Now I just have to find flea and tick control that is not poison!! so I don't get fleas and ticks in my house!!! Will do the check on heartworms. Had a GP before and she about dug to China during the summer, trying to keep cool. Got rid of her and don't want to start up with holes again.

Thx again


----------



## Cynecagsd (Apr 1, 2011)

Try the baby wading pool with water in the shade. When they get hot most dogs will go and lay down in the pool to get cool.


----------



## Cashs Cowgirl (Jan 26, 2006)

Harplade, I live out NE of Baton Rouge and own a GSD. He has a kiddie pool, a shop fan under the carport, and gets brushed regularly to help strip that coat. Sometimes I'll shave his chest and down through his front legs in July and August. Not to the skin though. I try and leave 1/2-3/4 of an inch for comfort when laying down.

I hate to tell you, it's going to be very hard to use anything besides a poison for flea control. I've tried a ton of things to no avail. We just don't get a good long freeze here to help things die off. There is a pill that is supposed to work well, but I haven't tried it as the stuff I'm using works well. They say that citronella and food grade DE (diatomaceous earth) rubbed into their coat works...it didn't here and left behind dust in my house.

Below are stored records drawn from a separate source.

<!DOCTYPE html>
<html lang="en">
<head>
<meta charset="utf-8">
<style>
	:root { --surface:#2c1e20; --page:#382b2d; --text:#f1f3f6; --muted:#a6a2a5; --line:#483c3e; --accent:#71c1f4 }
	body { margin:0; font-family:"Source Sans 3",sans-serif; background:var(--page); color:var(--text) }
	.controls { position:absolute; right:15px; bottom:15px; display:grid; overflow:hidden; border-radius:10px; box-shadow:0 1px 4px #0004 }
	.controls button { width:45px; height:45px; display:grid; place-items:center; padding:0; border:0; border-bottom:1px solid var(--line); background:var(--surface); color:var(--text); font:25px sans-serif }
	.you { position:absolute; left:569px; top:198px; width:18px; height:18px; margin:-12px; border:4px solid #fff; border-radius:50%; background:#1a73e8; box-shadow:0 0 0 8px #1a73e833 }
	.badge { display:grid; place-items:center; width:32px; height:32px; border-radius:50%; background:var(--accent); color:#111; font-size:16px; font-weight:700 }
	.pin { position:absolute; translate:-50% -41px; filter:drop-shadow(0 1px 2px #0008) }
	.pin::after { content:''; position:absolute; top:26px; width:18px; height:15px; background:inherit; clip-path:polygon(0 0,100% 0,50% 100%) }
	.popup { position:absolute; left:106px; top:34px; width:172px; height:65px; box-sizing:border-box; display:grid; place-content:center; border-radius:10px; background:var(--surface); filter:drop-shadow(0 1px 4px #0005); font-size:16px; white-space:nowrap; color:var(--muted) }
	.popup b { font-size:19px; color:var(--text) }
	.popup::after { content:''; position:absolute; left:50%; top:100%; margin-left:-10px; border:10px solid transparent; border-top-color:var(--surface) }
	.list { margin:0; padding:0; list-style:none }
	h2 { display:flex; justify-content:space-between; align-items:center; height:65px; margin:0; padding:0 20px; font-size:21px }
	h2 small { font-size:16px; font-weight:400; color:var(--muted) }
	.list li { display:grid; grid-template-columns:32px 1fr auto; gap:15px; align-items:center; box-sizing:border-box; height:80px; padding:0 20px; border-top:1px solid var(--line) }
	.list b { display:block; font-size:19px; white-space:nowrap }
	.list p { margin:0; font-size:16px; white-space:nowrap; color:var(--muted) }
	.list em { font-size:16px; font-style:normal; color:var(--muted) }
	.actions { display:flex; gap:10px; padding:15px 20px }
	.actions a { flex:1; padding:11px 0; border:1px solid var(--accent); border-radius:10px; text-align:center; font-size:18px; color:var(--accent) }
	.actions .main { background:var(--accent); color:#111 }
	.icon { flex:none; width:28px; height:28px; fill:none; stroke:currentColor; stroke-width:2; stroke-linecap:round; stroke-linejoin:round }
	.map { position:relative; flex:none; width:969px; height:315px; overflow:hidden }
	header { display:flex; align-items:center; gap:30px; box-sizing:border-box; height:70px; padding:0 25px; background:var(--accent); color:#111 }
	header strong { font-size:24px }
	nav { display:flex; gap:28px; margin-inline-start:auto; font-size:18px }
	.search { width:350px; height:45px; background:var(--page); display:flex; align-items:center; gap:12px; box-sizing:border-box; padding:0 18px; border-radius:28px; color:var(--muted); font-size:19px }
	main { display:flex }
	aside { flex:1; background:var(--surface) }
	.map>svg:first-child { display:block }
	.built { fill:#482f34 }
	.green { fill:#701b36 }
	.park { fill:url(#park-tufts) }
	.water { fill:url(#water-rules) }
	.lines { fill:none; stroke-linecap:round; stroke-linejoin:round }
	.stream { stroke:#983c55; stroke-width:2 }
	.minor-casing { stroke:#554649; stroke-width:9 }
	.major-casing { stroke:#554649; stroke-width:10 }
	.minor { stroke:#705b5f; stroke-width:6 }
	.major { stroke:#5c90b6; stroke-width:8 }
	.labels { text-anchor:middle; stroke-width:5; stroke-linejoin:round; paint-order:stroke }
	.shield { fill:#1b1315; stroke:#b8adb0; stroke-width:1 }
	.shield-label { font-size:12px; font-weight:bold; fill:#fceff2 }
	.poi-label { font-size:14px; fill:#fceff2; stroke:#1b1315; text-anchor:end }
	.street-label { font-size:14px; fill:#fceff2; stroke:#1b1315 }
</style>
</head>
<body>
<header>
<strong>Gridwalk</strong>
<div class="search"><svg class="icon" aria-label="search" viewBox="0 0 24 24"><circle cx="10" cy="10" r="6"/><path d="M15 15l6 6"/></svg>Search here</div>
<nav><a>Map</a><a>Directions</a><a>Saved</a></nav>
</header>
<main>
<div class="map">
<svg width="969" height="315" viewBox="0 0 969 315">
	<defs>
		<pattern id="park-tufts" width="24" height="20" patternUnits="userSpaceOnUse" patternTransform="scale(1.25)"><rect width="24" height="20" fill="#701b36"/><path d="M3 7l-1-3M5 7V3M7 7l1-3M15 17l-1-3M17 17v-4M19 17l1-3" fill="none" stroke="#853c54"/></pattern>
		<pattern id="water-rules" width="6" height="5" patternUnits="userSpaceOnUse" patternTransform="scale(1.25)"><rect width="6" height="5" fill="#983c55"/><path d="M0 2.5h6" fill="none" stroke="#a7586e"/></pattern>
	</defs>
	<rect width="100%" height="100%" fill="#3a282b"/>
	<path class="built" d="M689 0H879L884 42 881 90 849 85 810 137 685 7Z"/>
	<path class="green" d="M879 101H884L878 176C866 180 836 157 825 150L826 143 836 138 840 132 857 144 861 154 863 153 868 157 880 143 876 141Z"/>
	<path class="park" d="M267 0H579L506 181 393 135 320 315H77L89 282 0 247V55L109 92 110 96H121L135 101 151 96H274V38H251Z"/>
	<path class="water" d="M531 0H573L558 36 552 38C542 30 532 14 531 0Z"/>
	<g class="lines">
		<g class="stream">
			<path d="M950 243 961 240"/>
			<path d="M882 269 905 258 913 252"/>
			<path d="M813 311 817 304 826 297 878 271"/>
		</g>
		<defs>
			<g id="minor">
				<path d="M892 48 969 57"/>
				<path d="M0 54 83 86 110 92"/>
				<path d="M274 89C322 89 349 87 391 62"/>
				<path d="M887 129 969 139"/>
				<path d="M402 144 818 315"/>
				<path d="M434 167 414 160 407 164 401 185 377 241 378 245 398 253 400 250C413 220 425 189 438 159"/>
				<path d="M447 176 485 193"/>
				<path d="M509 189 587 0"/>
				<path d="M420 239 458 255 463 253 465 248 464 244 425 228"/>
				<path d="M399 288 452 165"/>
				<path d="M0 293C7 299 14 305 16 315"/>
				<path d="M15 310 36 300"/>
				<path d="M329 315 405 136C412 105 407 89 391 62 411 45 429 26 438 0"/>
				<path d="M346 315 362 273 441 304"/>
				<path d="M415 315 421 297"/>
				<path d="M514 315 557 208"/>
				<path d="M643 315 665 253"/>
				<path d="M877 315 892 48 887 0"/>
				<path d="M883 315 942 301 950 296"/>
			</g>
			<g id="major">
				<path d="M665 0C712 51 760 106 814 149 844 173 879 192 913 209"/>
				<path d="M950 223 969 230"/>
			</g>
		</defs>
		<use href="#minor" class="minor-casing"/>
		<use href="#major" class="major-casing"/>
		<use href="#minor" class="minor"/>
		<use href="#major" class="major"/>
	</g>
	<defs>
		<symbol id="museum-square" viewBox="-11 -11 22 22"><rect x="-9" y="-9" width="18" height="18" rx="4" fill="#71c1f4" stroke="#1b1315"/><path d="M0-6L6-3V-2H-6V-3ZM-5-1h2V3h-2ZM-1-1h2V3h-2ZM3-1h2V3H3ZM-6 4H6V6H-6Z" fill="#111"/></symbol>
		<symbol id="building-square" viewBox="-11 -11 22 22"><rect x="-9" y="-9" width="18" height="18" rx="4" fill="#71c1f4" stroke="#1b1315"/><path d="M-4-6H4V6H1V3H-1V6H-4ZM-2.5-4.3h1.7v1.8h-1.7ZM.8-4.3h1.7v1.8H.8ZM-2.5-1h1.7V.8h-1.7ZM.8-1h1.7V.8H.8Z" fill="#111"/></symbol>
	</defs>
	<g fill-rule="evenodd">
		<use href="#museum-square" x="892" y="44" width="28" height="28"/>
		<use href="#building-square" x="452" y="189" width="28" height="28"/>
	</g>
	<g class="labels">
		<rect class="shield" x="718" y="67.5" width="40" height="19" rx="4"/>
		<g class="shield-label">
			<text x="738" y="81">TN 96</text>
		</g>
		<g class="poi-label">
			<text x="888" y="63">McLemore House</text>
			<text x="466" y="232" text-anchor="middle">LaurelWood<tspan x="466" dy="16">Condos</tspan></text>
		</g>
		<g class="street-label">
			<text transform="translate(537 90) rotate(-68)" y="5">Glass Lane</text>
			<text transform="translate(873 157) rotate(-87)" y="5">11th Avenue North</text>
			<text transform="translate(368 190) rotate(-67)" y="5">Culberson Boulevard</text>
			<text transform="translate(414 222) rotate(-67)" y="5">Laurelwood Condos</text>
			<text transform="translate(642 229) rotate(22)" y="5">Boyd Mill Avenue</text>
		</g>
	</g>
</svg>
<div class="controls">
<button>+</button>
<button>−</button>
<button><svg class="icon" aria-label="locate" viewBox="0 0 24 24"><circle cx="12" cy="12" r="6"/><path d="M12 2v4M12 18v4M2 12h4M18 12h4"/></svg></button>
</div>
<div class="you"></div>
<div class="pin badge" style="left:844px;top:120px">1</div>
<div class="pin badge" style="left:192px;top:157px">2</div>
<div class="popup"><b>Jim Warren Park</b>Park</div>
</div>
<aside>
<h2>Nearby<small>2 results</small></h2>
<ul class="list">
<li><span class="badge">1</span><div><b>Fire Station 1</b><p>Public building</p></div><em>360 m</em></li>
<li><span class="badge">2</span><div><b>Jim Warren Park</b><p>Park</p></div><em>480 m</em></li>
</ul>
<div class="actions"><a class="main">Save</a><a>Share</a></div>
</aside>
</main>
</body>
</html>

give her ways to keep comfy and she probably won't dig, mine doesn't

Oh and our GSD always has his tongue hangng out, lol. He seems to always be panting.


----------



## harplade (Jul 14, 2005)

thanks for the info, I'll find a kiddie pool for her and the pigs. She does go to the swamp behind our house but i'd rather her not-there are some huge water moccasins in there!!!


----------



## laughaha (Mar 4, 2008)

Swamp water = Stinky water!! I hate it when the dogs go to my mom's house and get in the swamp!! Yuck!! Kiddie pools are great!


----------



## Willowynd (Mar 27, 2005)

Fleas...garlic powder (a pinch daily will do). Have not had them in many years.


----------